Supplied records:
=== Begin Enclosure ===
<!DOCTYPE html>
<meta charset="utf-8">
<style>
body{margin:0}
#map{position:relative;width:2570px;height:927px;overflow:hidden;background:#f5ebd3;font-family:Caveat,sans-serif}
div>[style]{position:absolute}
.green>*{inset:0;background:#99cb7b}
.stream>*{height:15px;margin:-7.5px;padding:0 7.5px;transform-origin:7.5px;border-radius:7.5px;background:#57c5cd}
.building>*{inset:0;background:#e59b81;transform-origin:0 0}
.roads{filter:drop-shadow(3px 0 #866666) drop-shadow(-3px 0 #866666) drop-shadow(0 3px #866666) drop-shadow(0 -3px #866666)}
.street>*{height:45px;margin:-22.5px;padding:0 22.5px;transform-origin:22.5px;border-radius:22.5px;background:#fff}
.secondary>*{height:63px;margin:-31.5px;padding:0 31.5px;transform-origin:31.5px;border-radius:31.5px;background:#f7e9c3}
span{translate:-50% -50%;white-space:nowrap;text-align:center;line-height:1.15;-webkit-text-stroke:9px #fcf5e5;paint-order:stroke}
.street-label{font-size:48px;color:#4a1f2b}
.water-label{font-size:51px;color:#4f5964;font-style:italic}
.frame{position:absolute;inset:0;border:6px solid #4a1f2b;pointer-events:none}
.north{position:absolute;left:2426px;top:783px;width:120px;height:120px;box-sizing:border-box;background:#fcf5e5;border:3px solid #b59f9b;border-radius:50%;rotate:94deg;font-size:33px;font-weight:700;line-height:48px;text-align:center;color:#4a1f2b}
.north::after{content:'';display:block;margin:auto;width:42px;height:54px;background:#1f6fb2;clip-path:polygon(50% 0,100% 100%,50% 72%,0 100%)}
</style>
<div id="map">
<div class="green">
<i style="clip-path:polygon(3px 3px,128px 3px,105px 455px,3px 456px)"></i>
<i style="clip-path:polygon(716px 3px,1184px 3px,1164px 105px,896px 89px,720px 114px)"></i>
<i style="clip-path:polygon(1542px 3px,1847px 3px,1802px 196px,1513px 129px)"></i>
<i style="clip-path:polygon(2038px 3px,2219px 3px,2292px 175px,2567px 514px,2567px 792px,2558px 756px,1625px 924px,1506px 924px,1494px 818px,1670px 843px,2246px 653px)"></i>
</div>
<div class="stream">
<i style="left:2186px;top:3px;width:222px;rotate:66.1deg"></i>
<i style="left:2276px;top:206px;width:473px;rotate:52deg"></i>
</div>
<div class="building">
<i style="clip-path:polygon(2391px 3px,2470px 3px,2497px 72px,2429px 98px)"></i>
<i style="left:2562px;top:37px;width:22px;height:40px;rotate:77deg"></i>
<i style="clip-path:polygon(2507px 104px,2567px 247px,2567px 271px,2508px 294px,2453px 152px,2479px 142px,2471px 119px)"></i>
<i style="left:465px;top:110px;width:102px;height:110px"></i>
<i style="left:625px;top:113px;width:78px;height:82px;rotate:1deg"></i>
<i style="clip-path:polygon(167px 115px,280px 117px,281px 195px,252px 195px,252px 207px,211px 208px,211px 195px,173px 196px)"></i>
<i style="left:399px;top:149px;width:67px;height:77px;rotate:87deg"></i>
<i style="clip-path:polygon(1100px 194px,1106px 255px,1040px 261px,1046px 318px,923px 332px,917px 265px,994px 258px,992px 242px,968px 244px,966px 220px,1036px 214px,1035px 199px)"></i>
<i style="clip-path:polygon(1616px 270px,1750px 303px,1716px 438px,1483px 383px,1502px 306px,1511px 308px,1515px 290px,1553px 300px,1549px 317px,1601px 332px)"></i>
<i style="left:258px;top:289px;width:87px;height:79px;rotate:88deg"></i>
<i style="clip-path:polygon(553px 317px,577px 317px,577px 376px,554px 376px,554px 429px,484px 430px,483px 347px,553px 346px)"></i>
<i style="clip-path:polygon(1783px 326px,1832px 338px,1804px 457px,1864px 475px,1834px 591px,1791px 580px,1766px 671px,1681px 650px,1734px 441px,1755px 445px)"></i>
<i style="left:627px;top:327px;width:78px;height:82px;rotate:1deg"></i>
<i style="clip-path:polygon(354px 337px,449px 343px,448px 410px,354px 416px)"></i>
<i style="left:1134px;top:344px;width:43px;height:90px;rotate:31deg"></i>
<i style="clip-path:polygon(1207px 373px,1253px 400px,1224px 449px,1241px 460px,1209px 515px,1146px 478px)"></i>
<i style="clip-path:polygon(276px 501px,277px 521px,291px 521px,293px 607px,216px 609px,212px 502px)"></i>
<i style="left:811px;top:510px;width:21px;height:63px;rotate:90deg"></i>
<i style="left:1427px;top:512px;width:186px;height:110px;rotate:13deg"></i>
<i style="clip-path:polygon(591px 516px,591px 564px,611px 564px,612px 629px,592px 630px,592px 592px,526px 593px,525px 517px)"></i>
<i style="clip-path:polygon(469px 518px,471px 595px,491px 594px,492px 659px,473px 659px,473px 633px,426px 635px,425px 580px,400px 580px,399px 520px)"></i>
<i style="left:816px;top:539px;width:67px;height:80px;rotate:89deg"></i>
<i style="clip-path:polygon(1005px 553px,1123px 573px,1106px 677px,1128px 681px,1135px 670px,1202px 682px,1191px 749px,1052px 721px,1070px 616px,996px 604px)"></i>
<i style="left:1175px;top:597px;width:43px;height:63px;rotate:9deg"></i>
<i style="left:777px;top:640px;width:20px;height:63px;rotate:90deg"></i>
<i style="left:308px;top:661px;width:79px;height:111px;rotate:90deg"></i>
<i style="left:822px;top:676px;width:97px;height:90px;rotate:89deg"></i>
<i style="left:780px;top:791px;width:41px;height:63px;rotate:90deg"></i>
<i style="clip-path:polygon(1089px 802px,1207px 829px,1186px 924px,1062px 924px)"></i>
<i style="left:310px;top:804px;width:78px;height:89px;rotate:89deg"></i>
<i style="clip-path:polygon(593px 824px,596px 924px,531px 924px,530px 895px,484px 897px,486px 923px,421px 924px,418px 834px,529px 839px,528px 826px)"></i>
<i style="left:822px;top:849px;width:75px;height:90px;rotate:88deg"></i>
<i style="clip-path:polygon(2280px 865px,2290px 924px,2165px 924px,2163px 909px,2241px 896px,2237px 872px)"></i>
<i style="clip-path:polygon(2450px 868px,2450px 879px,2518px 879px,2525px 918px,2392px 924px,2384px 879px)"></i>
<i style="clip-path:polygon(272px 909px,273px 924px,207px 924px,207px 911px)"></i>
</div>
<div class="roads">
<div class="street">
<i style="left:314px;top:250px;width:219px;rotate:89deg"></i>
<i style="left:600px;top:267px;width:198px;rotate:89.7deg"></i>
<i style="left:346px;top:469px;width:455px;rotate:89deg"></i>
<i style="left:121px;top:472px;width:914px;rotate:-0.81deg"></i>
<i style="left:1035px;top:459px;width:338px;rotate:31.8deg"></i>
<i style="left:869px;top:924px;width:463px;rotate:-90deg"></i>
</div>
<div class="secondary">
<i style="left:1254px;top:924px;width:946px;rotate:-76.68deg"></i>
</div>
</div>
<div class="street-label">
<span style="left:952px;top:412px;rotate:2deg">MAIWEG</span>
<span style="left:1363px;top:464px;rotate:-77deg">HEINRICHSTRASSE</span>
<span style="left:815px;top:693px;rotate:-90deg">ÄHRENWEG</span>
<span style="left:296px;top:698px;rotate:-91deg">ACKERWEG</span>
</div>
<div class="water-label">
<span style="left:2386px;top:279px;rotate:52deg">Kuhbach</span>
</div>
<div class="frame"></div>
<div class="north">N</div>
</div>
=== End Enclosure ===
Problem requirements:
Give only the number of lines in the data that hold the string "stream".

Answer section:
2